Smoke drifted from all eight batteries in dark ribbons beneath the gray midday sky while crews moved carefully around the cannons checking breeches, stabilizers, recoil braces, and ammunition housings still warm from repeated firing.

The smell of burned propellant hung across Far Harbor now.

Heavy.

Sharp.

Impossible to ignore.

And beneath it all sat something new inside the settlement.

Confidence.

Not comfort.

Nobody on the island would ever mistake confidence for comfort again.
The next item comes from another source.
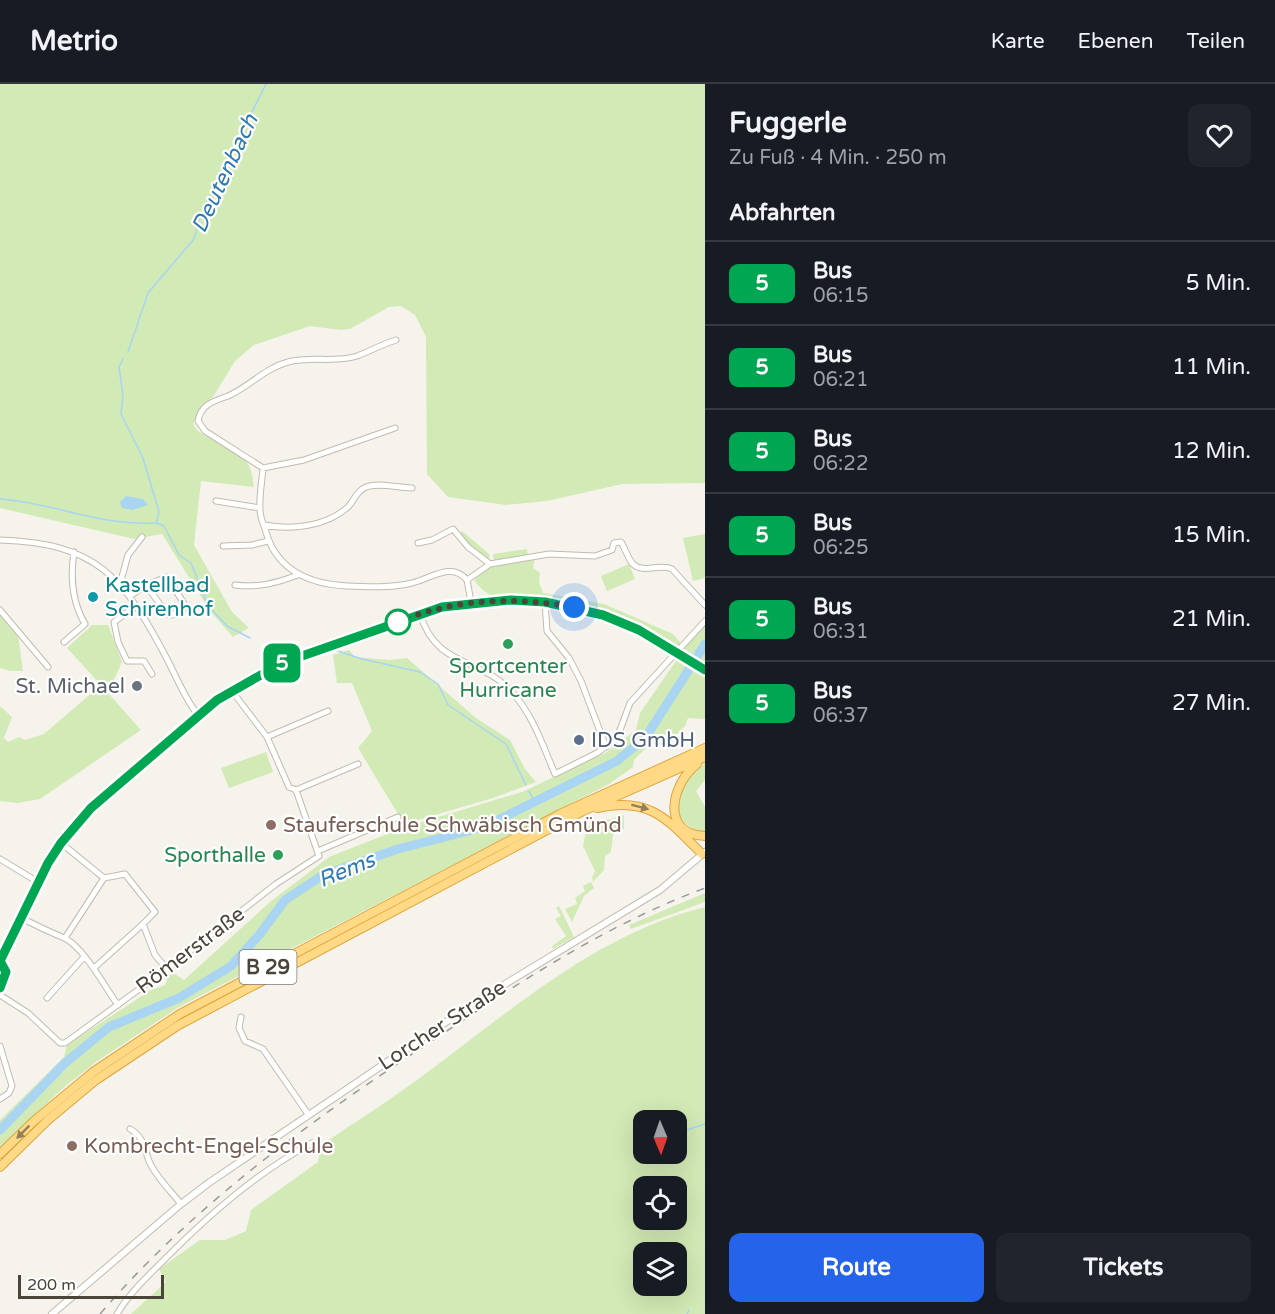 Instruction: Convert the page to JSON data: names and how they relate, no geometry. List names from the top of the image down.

But people stood differently now.

Straighter.

More alert.

Less helpless.

The artillery crews began transmitting operational reports back toward command almost immediately after the final synchronized barrage ended.

Radio operators moved quickly between positions while engineers shouted measurements over static-filled channels.

"Western battery stable after full volley sequence."

"Southern ridge recoil integrity holding."

"Northern observation platform reporting no structural compromise."

"Harbor artillery calibration successful."

The reports kept coming.

One after another.

Clean.

Professional.

Encouraging.

Inside the command hall, Ward listened carefully while the radio operator relayed incoming evaluations across the room.

"No breech failures."

"Hydraulic assemblies functioning normally."

"Targeting drift minimal."

"Reload timing within acceptable range."

Mercer leaned beside the operations table with arms folded while listening to the stream of reports.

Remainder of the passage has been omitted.